Your executives have been discussing different options for helping the company maintain and increase their marketplace competitive advantage. Many of these options are data and information related, and the concept of the data warehouse has been enthusiastically endorsed as one option. Your CIO calls you in and tells you to get right on it. What do you do? As a seasoned systems professional, you know about data warehousing, having read Bill Inmon's groundbreaking definition of it in 1990, and you have followed its evolution to the present day. You are conversant on architectures and tools. You have read about successful implementations and failures. Maybe you even attended some data warehousing conferences. You have a skilled database staff that is anxious to get trained in new tools and begin what they see as a leading-edge and challenging project. But you and your staff, with vast experience in the development and maintenance of operational systems, realize at your first meeting that this project is going to be different. Really different!

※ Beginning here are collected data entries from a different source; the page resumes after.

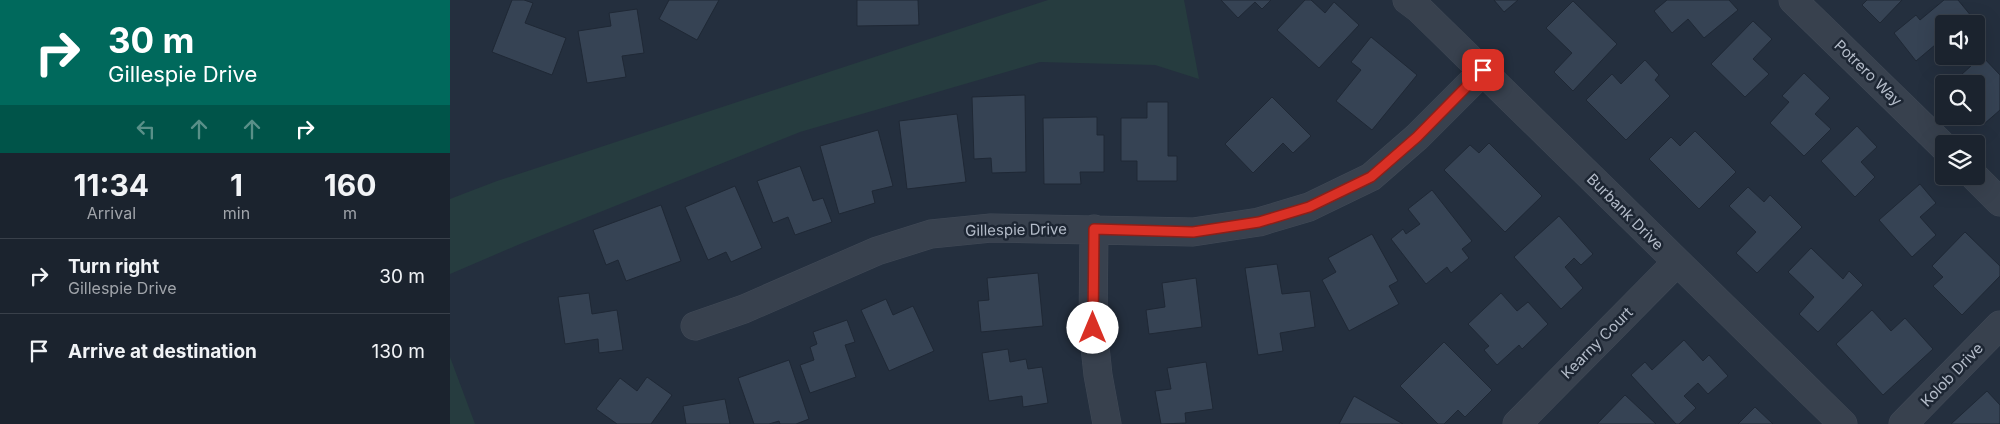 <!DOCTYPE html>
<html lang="en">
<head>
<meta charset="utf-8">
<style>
	body { margin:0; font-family:Inter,sans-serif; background:#282f3a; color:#f1f3f6; height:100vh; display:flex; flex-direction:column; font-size:19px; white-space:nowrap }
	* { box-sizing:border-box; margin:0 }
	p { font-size:16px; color:#a0a4aa }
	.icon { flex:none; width:28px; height:28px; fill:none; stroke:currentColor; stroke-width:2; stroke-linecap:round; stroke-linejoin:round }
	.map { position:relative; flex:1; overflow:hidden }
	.panel { display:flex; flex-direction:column; background:#1b232e; width:450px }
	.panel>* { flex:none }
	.banner { background:#00695c; color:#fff; overflow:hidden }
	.buttons { position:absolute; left:1485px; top:15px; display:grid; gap:10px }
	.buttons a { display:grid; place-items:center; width:50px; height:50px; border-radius:5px; background:#1b232e; box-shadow:0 5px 20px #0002,0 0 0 1px #39404a; font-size:25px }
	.pin { position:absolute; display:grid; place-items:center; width:42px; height:42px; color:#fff; margin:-21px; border-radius:10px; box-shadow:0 2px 8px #0006 }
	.me { position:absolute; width:55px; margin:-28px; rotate:0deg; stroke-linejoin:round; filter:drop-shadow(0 0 4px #0008) }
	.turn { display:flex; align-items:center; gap:18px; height:105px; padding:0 25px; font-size:22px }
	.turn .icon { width:65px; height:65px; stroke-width:2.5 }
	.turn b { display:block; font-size:35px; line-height:42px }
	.lanes { display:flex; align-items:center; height:48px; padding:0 25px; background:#0003; justify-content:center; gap:25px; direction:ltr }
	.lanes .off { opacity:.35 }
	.eta { display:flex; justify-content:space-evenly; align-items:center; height:85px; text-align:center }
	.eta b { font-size:30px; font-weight:700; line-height:35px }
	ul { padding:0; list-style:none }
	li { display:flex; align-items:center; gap:15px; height:75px; padding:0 25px; border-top:1px solid #39404a }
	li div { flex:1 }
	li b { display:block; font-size:19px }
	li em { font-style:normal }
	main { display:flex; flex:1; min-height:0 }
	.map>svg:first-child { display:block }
	.green { fill:#263c3f }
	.building { fill:#364354; stroke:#1f2835 }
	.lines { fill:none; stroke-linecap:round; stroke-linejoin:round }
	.minor-casing { stroke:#414a57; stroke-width:29 }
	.minor { stroke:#38414e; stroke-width:28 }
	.route-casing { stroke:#8d1f18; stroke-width:12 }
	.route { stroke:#d93025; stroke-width:9 }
	.labels { text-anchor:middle; stroke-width:5; stroke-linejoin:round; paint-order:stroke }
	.street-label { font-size:15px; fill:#b4bcc9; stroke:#1d2633 }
</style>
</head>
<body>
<main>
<section class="panel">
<div class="banner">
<div class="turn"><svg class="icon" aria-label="right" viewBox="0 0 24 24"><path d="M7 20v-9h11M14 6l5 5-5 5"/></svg><div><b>30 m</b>Gillespie Drive</div></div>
<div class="lanes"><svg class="icon off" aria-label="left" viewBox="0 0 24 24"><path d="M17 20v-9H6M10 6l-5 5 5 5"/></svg><svg class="icon off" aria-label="ahead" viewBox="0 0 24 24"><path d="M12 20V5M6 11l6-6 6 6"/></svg><svg class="icon off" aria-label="ahead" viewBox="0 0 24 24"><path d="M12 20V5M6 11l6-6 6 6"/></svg><svg class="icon" aria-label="right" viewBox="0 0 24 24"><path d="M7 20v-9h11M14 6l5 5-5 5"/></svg></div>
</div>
<div class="eta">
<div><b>11:34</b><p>Arrival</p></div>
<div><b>1</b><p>min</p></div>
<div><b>160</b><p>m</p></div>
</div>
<ul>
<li><svg class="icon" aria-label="right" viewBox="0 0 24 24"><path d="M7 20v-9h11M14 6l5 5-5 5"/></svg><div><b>Turn right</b><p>Gillespie Drive</p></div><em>30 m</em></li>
<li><svg class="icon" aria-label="arrive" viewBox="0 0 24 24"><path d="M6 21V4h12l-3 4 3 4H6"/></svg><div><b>Arrive at destination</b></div><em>130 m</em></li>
</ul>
</section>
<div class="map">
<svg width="1550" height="424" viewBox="0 0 1550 424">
	<rect width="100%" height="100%" fill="#242f3e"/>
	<path class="green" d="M598 0H734L749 79 705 65 590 62 350 132 70 244 0 274V199L47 181Z
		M0 357 25 424H0Z"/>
	<path class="building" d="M62 0H74L83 3 75 23 116 38 102 75 42 52Z
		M219 0H269L247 40 209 19Z
		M407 0H468L469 25 407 26Z
		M771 0H821L812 9 805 2 788 18Z
		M855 0H861L875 13 884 2 909 25 869 68 827 30Z
		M1044 0H1068L1054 12Z
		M1217 0H1279L1288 10 1254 38 1238 19 1222 33 1204 11Z
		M1417 0H1452L1430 23 1412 5Z
		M1494 0H1508L1522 17 1515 22 1517 24H1494V56L1485 45 1466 61 1444 33 1466 15 1470 20Z
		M1123 1 1167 44 1123 91 1104 72 1122 53 1096 28Z
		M187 9 194 53 172 56 176 77 137 83 128 31 161 26 159 13Z
		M1303 21 1322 39 1303 59 1319 74 1295 97 1261 64Z
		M921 37 967 75 922 130 886 101 911 70 901 62Z
		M1532 56 1550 75V110L1534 124 1526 115V84H1501Z
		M1195 60 1209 75 1205 80 1220 96 1176 140 1136 100 1162 74 1171 84Z
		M1354 73 1380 98 1365 114 1381 129 1354 156 1320 123 1339 102 1332 96Z
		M575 95 576 172 542 173 541 158 524 159 522 97Z
		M822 97 861 136 843 153 833 143 803 173 775 144Z
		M697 102H718V156H727V181H687V161H671V118H697Z
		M507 114 516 182 457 189 449 121Z
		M647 117V135H654V172H630L631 184H594L593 118Z
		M1407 126 1427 147 1411 162 1425 177 1405 197 1371 161Z
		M428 130 443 186 422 191 425 203 389 214 370 146Z
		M1245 131 1286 172 1249 209 1199 159 1221 137 1230 146Z
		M1039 143 1092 196 1055 232 994 170 1020 145 1029 153Z
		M350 166 363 201 373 198 382 222 345 235 338 217 323 223 307 181Z
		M1470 184 1486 203 1470 217 1486 235 1462 257 1429 220Z
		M285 186 312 248 281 262 276 252 258 260 235 207Z
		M1298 187 1314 202 1320 195 1352 227 1307 273 1286 253 1306 232 1279 206Z
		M982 190 1022 241 1012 249 1019 258 1001 273 997 267 976 284 941 239 953 229 956 234 970 224 958 209Z
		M211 205 231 261 176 281 168 260 156 265 143 230Z
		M1109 216 1143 254 1131 265 1124 258 1115 267 1133 288 1111 309 1064 257Z
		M1515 232 1550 266V276L1512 315 1483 286 1493 277 1482 266Z
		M922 234 948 281 939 286 949 304 899 331 872 280 886 272 878 258Z
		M1361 248 1393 279 1399 271 1413 285 1368 332 1349 314 1364 297 1338 272Z
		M827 264 832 294 860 291 865 327 830 333 833 351 808 355 795 268Z
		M588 273 593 326 531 332 528 301 539 300 537 278Z
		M746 278 752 327 699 334 696 310 715 307 712 283Z
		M139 293 142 314 167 310 173 350 149 353 148 339 115 344 108 297Z
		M1051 293 1067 311 1078 302 1098 324 1072 349 1069 345 1047 365 1034 350 1039 346 1018 324Z
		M436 299 443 315 463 306 484 351 439 371 411 310Z
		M1422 310 1441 331 1455 318 1483 349 1433 395 1386 344Z
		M397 320 405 342 395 345 406 377 360 393 350 365 364 360 360 347 367 344 363 332Z
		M1234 340 1253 361 1259 355 1278 376 1258 394 1248 383 1234 396 1246 408 1229 424H1226L1181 375 1195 362 1202 370Z
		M994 342 1042 390 1015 417 1008 410 994 424H988L950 386Z
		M558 349 560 362 576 359 578 369 592 367 598 403 573 407 572 396 539 401 532 353Z
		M339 360 359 419 346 424H330L329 421 319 424H304L288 378Z
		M756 362 763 409 735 413 736 423 711 424 705 391 721 389 717 368Z
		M197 377 222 395 201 424H167L146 409 170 378 187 391Z
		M1537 391 1550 405V424H1501Z
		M1175 395 1206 424H1147Z
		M904 396 953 424H889Z
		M275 399 280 424H236L233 406Z
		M1305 407 1323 424H1288Z"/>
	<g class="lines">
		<g class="minor-casing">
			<path id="minor" d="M957 0 969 9 1393 424
				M1343 0 1494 147
				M1524 176 1550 202
				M644 229 643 328 648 375 657 424
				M245 326 294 309 427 251 481 234 541 228 743 232 809 222 859 207 921 177 967 137 1033 71
				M1067 424 1227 262
				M1453 424 1550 325"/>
		</g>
		<use href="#minor" class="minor"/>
	</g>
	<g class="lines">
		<g class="route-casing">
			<path id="route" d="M643 328 644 229 743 232 809 222 859 207 921 177 967 137 1033 70"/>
		</g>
		<use href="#route" class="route"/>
	</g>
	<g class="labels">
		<g class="street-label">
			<text transform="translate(1418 73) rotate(44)" y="5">Potrero Way</text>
			<text transform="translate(1175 212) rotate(45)" y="5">Burbank Drive</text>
			<text transform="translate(566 230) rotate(-1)" y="5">Gillespie Drive</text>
			<text transform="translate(1147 343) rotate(-45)" y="5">Kearny Court</text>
			<text transform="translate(1502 375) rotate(-46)" y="5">Kolob Drive</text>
		</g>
	</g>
</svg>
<div class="buttons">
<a><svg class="icon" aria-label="sound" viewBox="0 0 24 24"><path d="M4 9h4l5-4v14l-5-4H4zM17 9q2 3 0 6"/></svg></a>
<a><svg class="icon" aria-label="search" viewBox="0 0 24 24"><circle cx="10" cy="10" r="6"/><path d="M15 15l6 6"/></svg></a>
<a><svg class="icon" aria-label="layers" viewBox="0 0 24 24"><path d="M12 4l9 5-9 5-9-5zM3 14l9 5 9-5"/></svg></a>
</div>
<div class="pin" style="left:1033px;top:70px;background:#d93025"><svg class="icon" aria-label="arrive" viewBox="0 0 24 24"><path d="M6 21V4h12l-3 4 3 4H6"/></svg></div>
<svg class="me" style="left:643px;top:328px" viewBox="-20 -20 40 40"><circle r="19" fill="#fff"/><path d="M0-13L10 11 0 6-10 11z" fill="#d93025"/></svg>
</div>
</main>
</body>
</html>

To begin with, you and your team must approach end-user requirements gathering radically different than with operational systems. In developing an operational system, you would follow the traditional system development life cycle (SDLC) route with interviews, extensive research, process analysis and other tasks appropriate to structured development. A large percentage of the requirements would be gathered prior to any development and a sign-off with the user would insure a minimum of scope creep. A data warehouse requires a broad-brush requirements gathering effort that is more iterative in nature.